* _WORK ITEM_: In the data, extract each line that holds the string "absolute".

Stored data:
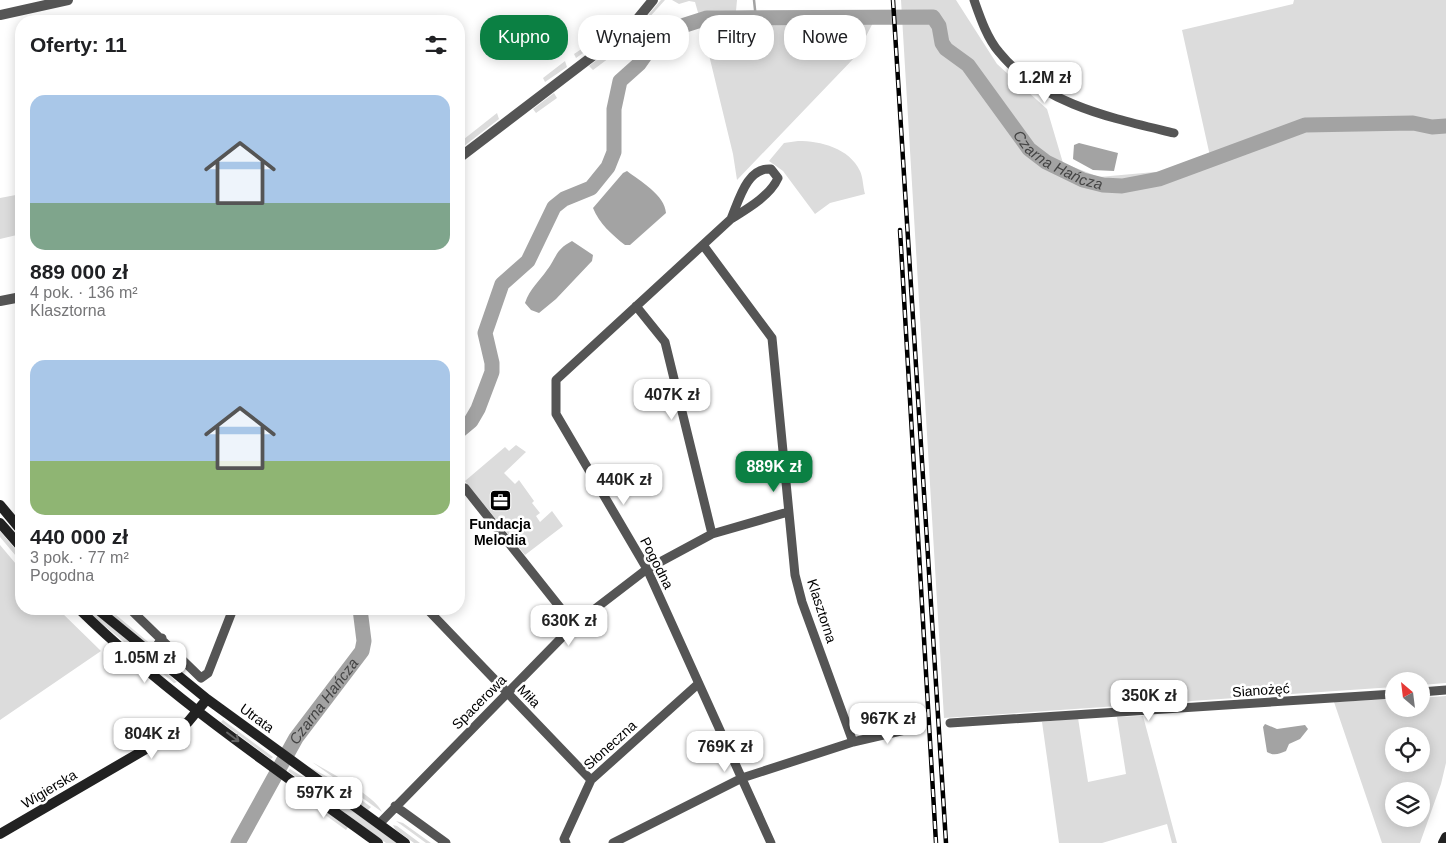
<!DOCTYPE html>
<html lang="pl">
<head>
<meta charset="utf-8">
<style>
	body { margin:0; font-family:Arial,sans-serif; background:#f6f6f6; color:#202124; height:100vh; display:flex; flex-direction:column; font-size:19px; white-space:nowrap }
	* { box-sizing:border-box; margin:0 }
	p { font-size:16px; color:#757577 }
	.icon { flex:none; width:28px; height:28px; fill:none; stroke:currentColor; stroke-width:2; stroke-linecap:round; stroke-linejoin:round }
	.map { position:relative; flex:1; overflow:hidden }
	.panel { position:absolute; left:15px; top:15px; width:450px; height:600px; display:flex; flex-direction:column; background:#fff; border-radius:20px; box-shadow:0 2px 12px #0003 }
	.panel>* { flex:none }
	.top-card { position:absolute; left:480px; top:15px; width:475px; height:45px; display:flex; gap:10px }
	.needle { width:32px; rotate:332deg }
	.tools { position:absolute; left:1385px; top:672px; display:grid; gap:10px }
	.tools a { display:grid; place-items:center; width:45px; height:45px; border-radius:50%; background:#fff; box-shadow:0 2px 12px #0003; font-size:25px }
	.price { position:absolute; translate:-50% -42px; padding:0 11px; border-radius:10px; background:#fff; color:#222; font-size:16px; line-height:32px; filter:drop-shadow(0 1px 2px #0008) }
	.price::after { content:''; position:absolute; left:50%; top:30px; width:15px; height:11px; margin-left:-8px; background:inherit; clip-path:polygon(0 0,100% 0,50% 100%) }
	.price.on { background:#0b8043; color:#fff }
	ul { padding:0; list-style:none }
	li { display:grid; align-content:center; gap:10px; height:265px; padding:0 15px }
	li span { display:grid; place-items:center; height:155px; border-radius:15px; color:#555 }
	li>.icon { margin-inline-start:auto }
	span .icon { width:90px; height:90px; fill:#fffc; stroke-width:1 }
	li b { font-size:21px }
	h2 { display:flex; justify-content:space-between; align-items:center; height:60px; padding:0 15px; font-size:21px }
	.tag { padding:0 18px; border-radius:20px; background:#fff; box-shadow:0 2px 12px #0003; font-size:18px; line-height:45px }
	.tag.on { background:#0b8043; color:#fff }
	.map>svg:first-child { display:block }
	.green { fill:#dcdcdc; fill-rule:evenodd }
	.water { fill:#a3a3a3 }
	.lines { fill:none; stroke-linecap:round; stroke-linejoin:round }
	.stream { stroke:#a3a3a3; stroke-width:2.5 }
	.river { stroke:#a3a3a3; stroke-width:15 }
	.minor { stroke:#555; stroke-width:9 }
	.tertiary { stroke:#555; stroke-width:10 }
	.secondary { stroke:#222; stroke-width:10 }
	.rail-casing { stroke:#000; stroke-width:4.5 }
	.rail { stroke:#fff; stroke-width:2.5; stroke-dasharray:8; stroke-linecap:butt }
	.oneway { stroke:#646464 }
	.labels { text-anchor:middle; stroke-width:5; stroke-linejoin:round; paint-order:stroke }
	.poi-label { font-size:14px; font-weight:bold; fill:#000; stroke:#fff }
	.street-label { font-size:14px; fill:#000; stroke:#fff }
	.water-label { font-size:15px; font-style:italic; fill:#444; stroke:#fff }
</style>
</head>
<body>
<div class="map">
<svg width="1446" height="843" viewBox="0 0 1446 843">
	<rect width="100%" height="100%" fill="#fff"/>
	<path class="green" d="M661,0h4l-45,50 -6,-4 23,-18z
		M672,0h65l-1,11 19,-1v4c-20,4 -37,-4 -56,2l-4,-14 -6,-1 -10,3z
		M901,0h55l41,64 50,45 16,54 36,14 67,-6 44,-15 -28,-126 111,-26 1,-4h152v683l-25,2v-4h-27v6l-450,31z
		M875,19l-20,38 -118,123 -4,-26 -32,-132z
		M595,40l5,1 -24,17 -2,-4z
		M607,52l2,6 -16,12 -4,-4z
		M565,61l2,6 -22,15 -2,-4z
		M554,93l3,5 -21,15 -3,-4z
		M497,113l2,6 -40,31v-7z
		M798,141c23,0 51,7 62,30 3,6 3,16 5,23l-35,9 -15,11 -32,-43 -14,-10 15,-18z
		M21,194v40l-21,5v-41z
		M516,445l10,7 -22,21 11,11 4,-4 15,21 -2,2 8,10 -4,3 4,6 12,-11 11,15 -38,29 -60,-74 40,-34 4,4z
		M0,531l21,25v6l-21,-25z
		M0,545l21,25v39h37l43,42 -101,69z
		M84,609h6l87,73 -3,1z
		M104,609h5l44,37v4z
		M1446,696v67l-5,21 -21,59h-38l-48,-141 60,-3v10h27v-11zM1394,736h27v28h-27zM1394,791h27v28h-27z
		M1143,716l34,127h-5l-5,-19 -65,19h-43l-17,-121 36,-4 10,64 38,-8 -9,-57z
		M223,720l50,37 -2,2 -50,-37z
		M312,762c15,9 64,34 70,50z
		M308,766l27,15 36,26 -3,3z
		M290,769l28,17 79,57h-11l-98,-72z
		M290,785l58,42 -2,3 -51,-37z
		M396,821l7,2 28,20h-5z
		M393,825l4,1 23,17h-6l-19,-14z"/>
	<path class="water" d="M1079,143l39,10 -4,18 -21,-1 -20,-11 1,-14z
		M627,171c13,10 38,24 39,42l-36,32h-5c-13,-10 -26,-22 -32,-37l30,-35z
		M572,241l21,14 -1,6 -36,38 -17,14 -8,-3 -6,-7c5,-15 14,-21 22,-33 10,-13 8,-20 25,-29z
		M1265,724l12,5 28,-4 3,4 -8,10 -11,5 -3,7c-7,3 -12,5 -19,1l-4,-25z"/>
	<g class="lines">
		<path class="stream" d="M754,0l2,19"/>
		<g class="river">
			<path id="s1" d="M459,431l12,-10 7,-12 14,-37v-9l-7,-30 17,-49 26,-23 26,-54 10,-8 27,-11 17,-21 6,-15v-43l6,-28 19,-17 12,-17 19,-8 12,-13 25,-8h15l211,-1 6,9 3,17 4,6 22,16 61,84 17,13 37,18 20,5 19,1 37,-7 146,-54 108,-2 19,4 14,-1"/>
			<path id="s2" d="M238,843l58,-105 66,-87 2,-10 -4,-32"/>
		</g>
		<path class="minor" d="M974,0c6,17 13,38 25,52 42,52 113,66 175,81
			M731,219c8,-19 16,-52 40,-50l7,9c-8,18 -31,31 -47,41l-175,161v34l91,155 124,274
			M703,245l69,93 23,237 7,27 51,140
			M636,306l29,36 47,192
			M465,488l109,137
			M130,609l71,69 7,-5 25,-64
			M427,609l164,171
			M161,661l-5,-14 6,-9
			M1421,692l25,-2
			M950,723l444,-29
			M395,806l51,37
			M379,824l195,-199 73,-56 65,-35 76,-22
			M566,843l-2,-4 27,-59 107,-96
			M613,843l129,-65 111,-36 65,-15"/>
		<path class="tertiary" d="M0,15l68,-15
			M459,158l139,-106 37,-30 18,-22
			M0,301l21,-4"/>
		<path class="secondary" d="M0,505l21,25
			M0,523l21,24
			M79,609c90,88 197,160 299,234
			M97,609l110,90 198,144
			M0,834l158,-92 30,-20 19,-23
			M1443,843l3,-6"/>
		<defs>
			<path id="rail" d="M893,0l53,843
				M900,230l36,613"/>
		</defs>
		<use href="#rail" class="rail-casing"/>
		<use href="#rail" class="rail"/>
	</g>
	<defs><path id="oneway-shaft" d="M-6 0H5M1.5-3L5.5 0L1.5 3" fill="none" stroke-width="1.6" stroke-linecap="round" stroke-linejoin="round" transform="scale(1.25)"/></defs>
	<use class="oneway" href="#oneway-shaft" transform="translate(233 737) rotate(37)"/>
	<defs>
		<symbol id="office-square" viewBox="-11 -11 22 22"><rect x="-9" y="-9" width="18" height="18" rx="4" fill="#000" stroke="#fff"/><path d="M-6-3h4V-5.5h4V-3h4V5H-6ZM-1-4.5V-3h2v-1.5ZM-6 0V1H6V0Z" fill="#fff"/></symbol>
	</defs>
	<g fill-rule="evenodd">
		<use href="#office-square" x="488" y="488" width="25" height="25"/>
	</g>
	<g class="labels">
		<g class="poi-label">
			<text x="500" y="529">Fundacja<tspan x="500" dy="16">Melodia</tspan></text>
		</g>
		<g class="street-label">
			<text transform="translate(657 563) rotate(63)" y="5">Pogodna</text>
			<text transform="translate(822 611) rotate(72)" y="5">Klasztorna</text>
			<text transform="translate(1261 690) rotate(-4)" y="5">Sianożęć</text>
			<text transform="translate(529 696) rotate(46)" y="5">Miła</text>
			<text transform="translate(479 702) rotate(-45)" y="5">Spacerowa</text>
			<text transform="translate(257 718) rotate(36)" y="5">Utrata</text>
			<text transform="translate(610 745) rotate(-42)" y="5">Słoneczna</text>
			<text transform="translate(49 789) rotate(-31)" y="5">Wigierska</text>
		</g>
		<g class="water-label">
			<text dy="5" stroke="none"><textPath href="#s1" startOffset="946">Czarna Hańcza</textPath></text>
			<text dy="5" stroke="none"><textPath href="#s2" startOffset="166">Czarna Hańcza</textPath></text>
		</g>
	</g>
</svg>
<div class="tools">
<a><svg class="needle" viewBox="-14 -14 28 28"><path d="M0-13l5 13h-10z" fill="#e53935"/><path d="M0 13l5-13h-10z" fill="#757577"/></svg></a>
<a><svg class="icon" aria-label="locate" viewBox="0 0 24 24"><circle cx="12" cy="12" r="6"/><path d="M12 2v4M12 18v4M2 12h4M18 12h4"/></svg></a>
<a><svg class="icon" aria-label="layers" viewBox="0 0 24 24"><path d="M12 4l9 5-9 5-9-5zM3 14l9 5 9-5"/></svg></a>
</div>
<b class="price" style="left:1045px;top:104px">1.2M zł</b>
<b class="price" style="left:672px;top:421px">407K zł</b>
<b class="price on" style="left:774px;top:493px">889K zł</b>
<b class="price" style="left:624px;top:506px">440K zł</b>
<b class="price" style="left:569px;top:647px">630K zł</b>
<b class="price" style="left:145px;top:684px">1.05M zł</b>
<b class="price" style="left:1149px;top:722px">350K zł</b>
<b class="price" style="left:888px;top:745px">967K zł</b>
<b class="price" style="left:152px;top:760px">804K zł</b>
<b class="price" style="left:725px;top:773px">769K zł</b>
<b class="price" style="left:324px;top:819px">597K zł</b>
<div class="top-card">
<a class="tag on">Kupno</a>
<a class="tag">Wynajem</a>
<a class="tag">Filtry</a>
<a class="tag">Nowe</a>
</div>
<section class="panel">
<h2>Oferty: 11<svg class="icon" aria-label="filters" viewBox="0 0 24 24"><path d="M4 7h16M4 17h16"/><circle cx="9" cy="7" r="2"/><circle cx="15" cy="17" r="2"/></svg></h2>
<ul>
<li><span style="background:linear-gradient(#a9c7e8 70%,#7fa58c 0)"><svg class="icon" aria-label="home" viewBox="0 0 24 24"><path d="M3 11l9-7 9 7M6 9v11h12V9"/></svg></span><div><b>889 000 zł</b><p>4 pok. · 136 m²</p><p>Klasztorna</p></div></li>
<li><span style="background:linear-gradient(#a9c7e8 65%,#8fb573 0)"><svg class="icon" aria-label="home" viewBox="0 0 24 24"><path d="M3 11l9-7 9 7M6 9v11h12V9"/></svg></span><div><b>440 000 zł</b><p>3 pok. · 77 m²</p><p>Pogodna</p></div></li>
</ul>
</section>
</div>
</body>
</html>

* _EXERCISE SOLUTION_:
	.panel { position:absolute; left:15px; top:15px; width:450px; height:600px; display:flex; flex-direction:column; background:#fff; border-radius:20px; box-shadow:0 2px 12px #0003 }
	.top-card { position:absolute; left:480px; top:15px; width:475px; height:45px; display:flex; gap:10px }
	.tools { position:absolute; left:1385px; top:672px; display:grid; gap:10px }
	.price { position:absolute; translate:-50% -42px; padding:0 11px; border-radius:10px; background:#fff; color:#222; font-size:16px; line-height:32px; filter:drop-shadow(0 1px 2px #0008) }
	.price::after { content:''; position:absolute; left:50%; top:30px; width:15px; height:11px; margin-left:-8px; background:inherit; clip-path:polygon(0 0,100% 0,50% 100%) }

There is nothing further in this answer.